Il s’entraîne dur, courant à fond sans trop savoir comment mais comme chargé d’une mission. Il dira :

« Courir n’était pas on objectif de ma vie, mais j’ai vite réalisé que c’était la seule chose pour laquelle j’étais doué. Et comme je voulais être bon dans un domaine, ça sera la course à pied ».

Jones a le « Hwye », une expression galloise qui signifie « l’envie de réussir, de prouver aux autres, de montrer que l’opprimé peut gagner ». C’est une force intérieure qu’on a ou pas, qui ne s’apprend pas. 

Jones veut en permanence prouver, montrer qu’il est meilleur que les autres, repousser ses limites. Il est talentueux mais possède surtout une incroyable détermination. Il admire les coureurs qui ont du cran, qui sont téméraires et tentent, à l’image de Dave Bedford, Tony Simmons …Des braves !

Jones participe maintenant à de nombreuses compétitions pour son club et l’armée mais sans entraînement structuré. Il met ses chaussures et court pour devenir meilleur.

Il va recevoir ses premiers conseils d’un officier de la RAF nommé Bob Wallis qui deviendra son coach. Son premier fait d’armes sera sa 7ème place aux championnats du pays de Galles en 1976. C’est le résultat de plusieurs années de travail à plus de 110 kilomètres par semaine. Jones pense qu’il n’a pas de talent particulier sinon celui de se pousser à l’entraînement et en compétition. Sa méthode, c’est aller à fond, toujours à fond, quitte à vomir. Il dit à un ami :

 « Si à l’arrivée du cross, je tiens encore debout, frappe-moi avec une planche pour que je m’écroule car si je suis debout cela veut dire que je ne me suis pas assez défoncé en course ».

Sa non sélection dans l’équipe du pays de Galles pour l’International (l’ancienne appellation du futur championnat du monde de cross) en 1976 va le motiver encore plus.  « Je serai tellement bon que vous ne pourrez pas ne pas me prendre l’an prochain !»

 

credit scott draper
credit scott draper

Le cross comme révélateur

En 1977, il gagne le championnat national et participe à l’international à Düsseldorf où il finira 103ème. 1977, c’est l’année de la mort de son père, à l’âge de 47 ans, victime d’une crise cardiaque. Jones raconte l’histoire : « A sa mort, on a trouvé un article d’un journal local dans sa poche. Cet article relatait mon exploit lors de la compétition inter-comtés où j’ai fini 2ème à 11 secondes de Steve Ovett. C’était le samedi, la veille de sa mort ».

C’était le meilleur résultat qu’un gallois ait obtenu dans toute l’histoire du cross.

Cet article, il voulait le monter à ses collègues de la mine, le lundi. Il meurt le dimanche. Son père, si fier de lui, ne l’aura jamais vu courir. Ce père, qui a donné un toit et de quoi manger à sa famille n’avait pas le temps de l’emmener au foot ou au parc mais l’a toujours encouragé, lui disant qu’il pouvait être un bon coureur, lui demandant d’arrêter de fumer.

Après la mort de mon père, il dira  : « Courir est devenue une libération qui me permettait de m’évader et d’oublier ».

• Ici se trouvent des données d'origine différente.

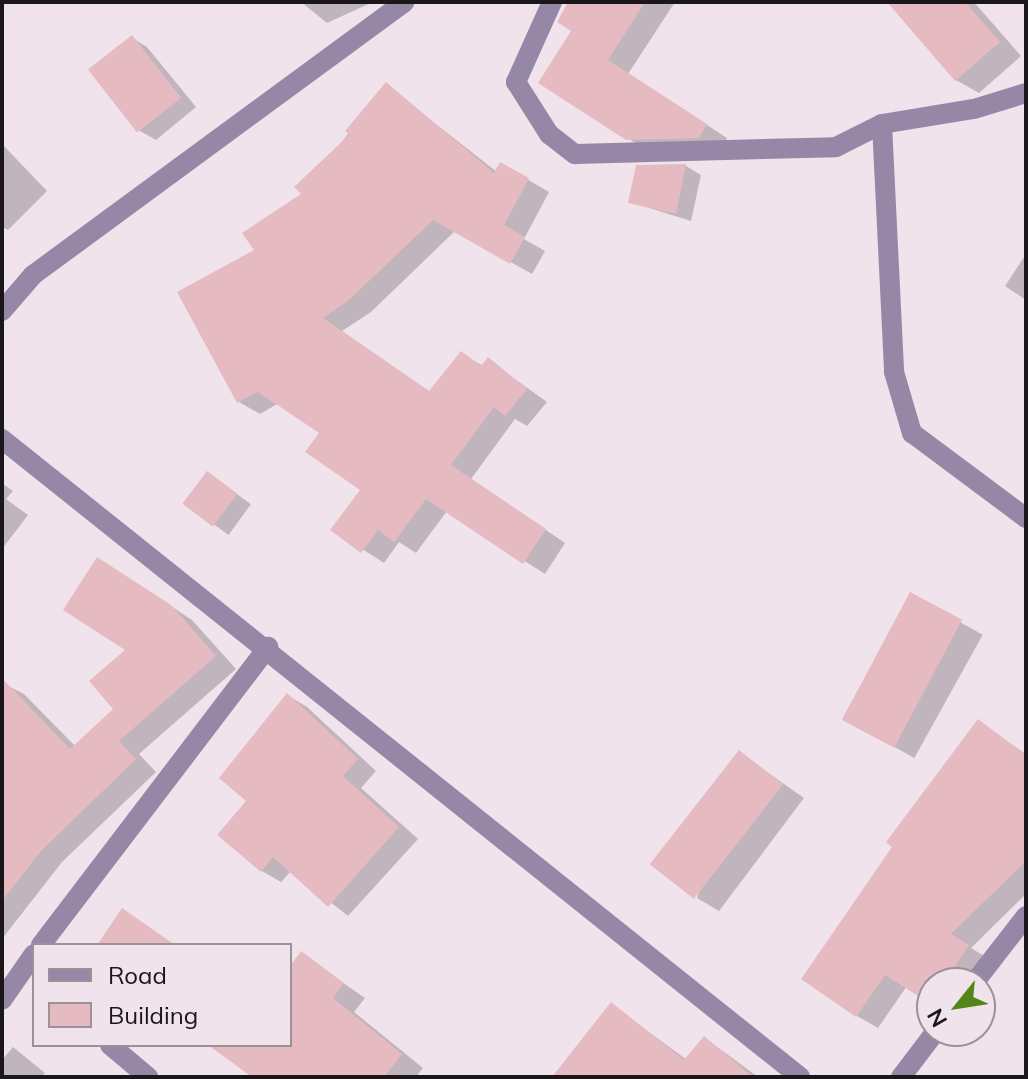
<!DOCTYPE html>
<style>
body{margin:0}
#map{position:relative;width:1028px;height:1079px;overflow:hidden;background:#f0e3ec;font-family:Mulish,sans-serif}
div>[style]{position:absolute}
.shadow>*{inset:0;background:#0003;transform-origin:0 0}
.building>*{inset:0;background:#e5bbc1;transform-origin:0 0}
.minor>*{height:20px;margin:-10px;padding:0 10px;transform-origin:10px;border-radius:10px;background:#9687a7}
span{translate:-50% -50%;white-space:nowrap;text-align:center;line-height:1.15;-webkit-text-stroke:6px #f0e3ec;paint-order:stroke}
.frame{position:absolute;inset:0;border:4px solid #1b1619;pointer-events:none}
.legend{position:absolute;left:32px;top:943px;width:260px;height:104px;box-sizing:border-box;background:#f0e3ec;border:2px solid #9b9198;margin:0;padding:10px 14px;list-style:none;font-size:24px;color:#1b1619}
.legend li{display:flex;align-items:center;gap:16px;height:40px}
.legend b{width:40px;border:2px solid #9b9198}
.north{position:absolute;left:916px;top:967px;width:80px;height:80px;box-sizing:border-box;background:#f0e3ec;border:2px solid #9b9198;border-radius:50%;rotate:240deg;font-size:22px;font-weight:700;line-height:32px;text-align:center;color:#1b1619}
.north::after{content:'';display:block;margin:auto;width:28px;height:36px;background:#538519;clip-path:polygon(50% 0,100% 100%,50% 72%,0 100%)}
</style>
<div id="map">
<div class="shadow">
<i style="clip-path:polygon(301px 2px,373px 2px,327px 23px)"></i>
<i style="clip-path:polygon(570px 2px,675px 2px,628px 74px,727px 138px,721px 149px,649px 151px,627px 138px,573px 30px)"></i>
<i style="clip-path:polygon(895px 2px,974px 2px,1021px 56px,979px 93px,956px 80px,892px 5px)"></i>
<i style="clip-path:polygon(132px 38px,147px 47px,196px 107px,156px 140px,140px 131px)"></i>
<i style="clip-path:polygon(386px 85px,497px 172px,501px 164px,549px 192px,524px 239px,545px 251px,532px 274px,455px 231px,371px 312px,342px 331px,430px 392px,462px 354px,483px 366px,488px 360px,547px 402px,527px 426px,515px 419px,471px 479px,565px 543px,545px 574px,447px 511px,416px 553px,399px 542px,384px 563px,333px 530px,363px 489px,321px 432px,279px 403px,260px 414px,239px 402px,257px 251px)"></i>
<i style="clip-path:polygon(2px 144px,47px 191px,8px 230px,2px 227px)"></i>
<i style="clip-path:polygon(686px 166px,701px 175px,691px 221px,630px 202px,638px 167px)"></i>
<i style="clip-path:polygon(1026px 254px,1026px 300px,1005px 286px)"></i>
<i style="left:208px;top:473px;width:53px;height:38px;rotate:36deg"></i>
<i style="clip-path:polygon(2px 483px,13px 491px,6px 499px,28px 515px,2px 549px)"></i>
<i style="clip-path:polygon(119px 572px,192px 620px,236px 669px,139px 754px,156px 772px,62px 862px,2px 939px,2px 683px,24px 694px,76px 747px,116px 709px,128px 650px)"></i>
<i style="left:911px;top:595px;width:82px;height:141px;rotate:29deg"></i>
<i style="clip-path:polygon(287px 695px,307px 707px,376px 771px,361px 788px,418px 839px,348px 916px,291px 871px,281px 882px,262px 871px,249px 801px)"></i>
<i style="clip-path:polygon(978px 722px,1026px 754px,1026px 894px,971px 948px,989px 959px,974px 983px,932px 983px,932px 1002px,907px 986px,878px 1028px,857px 1016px,894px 847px)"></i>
<i style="clip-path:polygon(740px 753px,804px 798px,719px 911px,697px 898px)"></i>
<i style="clip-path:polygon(301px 954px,365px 998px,354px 1012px,423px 1068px,416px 1077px,253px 1077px,235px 1045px,290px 1045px,290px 970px)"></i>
<i style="clip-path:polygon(612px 1005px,687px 1060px,705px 1038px,758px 1077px,554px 1077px)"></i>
<i style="clip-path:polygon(13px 1047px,45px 1073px,41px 1077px,2px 1077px,2px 1060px)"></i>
</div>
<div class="building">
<i style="clip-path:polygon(568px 2px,645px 2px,608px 60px,707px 124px,699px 138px,626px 140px,538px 83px,571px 31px,557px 22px)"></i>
<i style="clip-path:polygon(887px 2px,965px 2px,1000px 42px,955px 81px)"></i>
<i style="left:132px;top:35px;width:80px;height:56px;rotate:52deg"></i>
<i style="clip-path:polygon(386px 82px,494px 173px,500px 162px,529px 178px,504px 225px,525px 237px,510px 264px,433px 220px,349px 300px,323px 318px,429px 391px,461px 351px,481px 366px,488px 357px,527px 389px,505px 416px,494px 407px,451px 465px,546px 529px,523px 564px,426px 499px,394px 542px,378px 530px,361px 553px,330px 530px,360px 490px,305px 452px,319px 433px,258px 392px,237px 403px,177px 292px,254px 250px,242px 233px,301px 194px,294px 187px,349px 135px,345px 131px)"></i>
<i style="clip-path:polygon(686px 164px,676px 214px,628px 203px,636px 165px)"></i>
<i style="left:207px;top:471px;width:38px;height:41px;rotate:37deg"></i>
<i style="clip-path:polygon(97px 557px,171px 605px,216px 656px,119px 741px,136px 759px,41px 851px,2px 901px,2px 678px,70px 749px,113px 709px,89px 681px,125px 650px,63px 610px)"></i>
<i style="left:910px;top:592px;width:59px;height:145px;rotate:28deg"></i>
<i style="clip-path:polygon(287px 693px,358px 759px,343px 776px,399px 827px,328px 907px,273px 857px,261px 872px,217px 835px,246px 801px,219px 778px)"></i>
<i style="clip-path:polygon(978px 719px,1026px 755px,1026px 861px,951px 934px,969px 945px,944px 983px,932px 983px,931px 1004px,885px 975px,856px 1017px,801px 979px,892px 847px,886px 842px)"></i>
<i style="left:739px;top:750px;width:56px;height:145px;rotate:38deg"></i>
<i style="clip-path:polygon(122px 908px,175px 945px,97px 945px)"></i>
<i style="clip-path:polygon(301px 951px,344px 983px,333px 998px,402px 1054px,384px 1077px,252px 1077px,208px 1045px,290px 1045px,290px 966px)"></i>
<i style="clip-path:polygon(611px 1002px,684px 1060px,704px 1036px,753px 1077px,552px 1077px)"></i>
</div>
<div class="minor">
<i style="left:552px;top:2px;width:88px;rotate:114.2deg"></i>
<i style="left:516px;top:82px;width:62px;rotate:57.6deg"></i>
<i style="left:549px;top:134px;width:33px;rotate:38deg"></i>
<i style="left:575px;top:154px;width:261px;rotate:-1.5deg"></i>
<i style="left:836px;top:147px;width:51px;rotate:-26.6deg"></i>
<i style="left:882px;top:124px;width:93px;rotate:-9.3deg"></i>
<i style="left:974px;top:109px;width:54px;rotate:-17.1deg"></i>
<i style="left:882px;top:124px;width:248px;rotate:87.2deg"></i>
<i style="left:894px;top:372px;width:64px;rotate:73.6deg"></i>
<i style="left:912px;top:433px;width:142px;rotate:36.7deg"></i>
<i style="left:2px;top:311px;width:48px;rotate:-49.3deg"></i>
<i style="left:33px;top:275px;width:461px;rotate:-36.3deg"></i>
<i style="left:2px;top:439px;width:1022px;rotate:38.64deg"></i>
<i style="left:41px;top:945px;width:375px;rotate:-52.7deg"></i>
<i style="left:974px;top:983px;width:85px;rotate:-52.2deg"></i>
<i style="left:2px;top:1000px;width:56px;rotate:-55.2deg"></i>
<i style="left:110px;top:1045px;width:50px;rotate:40.1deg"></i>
<i style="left:901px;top:1077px;width:58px;rotate:-52.7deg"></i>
</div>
<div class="frame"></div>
<ul class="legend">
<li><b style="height:10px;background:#9687a7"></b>Road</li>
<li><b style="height:22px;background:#e5bbc1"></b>Building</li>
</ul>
<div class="north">N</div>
</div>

Jones progresse remarquablement. En 1978 dans le bourbier de Glasgow, il fera 11ème aux championnats du monde (le podium : John Treacy , Alexander Antipov, John Lismont).

Lors de la compétition, la France va remporter son unique titre de championne du monde de cross.

Il faut rendre hommage à cette valeureuse équipe composée de :

Pierre Levisse (10ème), Lucien Rault (13ème) Radhouane Bouster (18ème), Alex Gonzales (32ème), Thierry Watrice (35ème), Jean Paul Gomez Gomez (43ème).

En 3 ans, Steve a franchi un énorme palier. Il va se consacrer pendant 6 ans au cross et à la piste. Travailler, courir et sa famille (Jones est marié et a 2 enfants) voilà autour de quoi tourne la vie de Jones.

Jones, à cette époque, s’entraîne en courant de son domicile jusqu’à la base militaire ( 7miles soit 11 kilomètres), travaille sur les avions, s’entraîne lors de sa pause de midi et repart souvent en en courant pour rejoindre son domicile le soir. Il achète lui-même ses chaussures.

Courir, courir, toujours courir voilà son credo.

Avec ce foncier il commence à être fort.

Il ne veut pourtant pas s’entraîner comme le faisait jadis Bedford qui faisait jusqu’à 200 miles (320km) par semaine. Il préfère une autre approche avec moins de miles mais plus de qualité.

Son planning d’entraînement, il le reproduit tous les ans, ne dépassant pas 80-85 miles (130- 140 kilomètres) par semaine.

 

Les années piste

Blessé durant l’hiver 1979/80, et ne pensant pas avoir le niveau sur 10000 m, il tente de se qualifier sur 3000 m steeple pour les JO. Il réalise 8min32 et finira 4ème aux sélections. Pas de JO. Peut-être aurait-il quand même dû rester sur 10000 m, car il va réaliser 28min13 lors des championnats de Gb en terminant 2ème.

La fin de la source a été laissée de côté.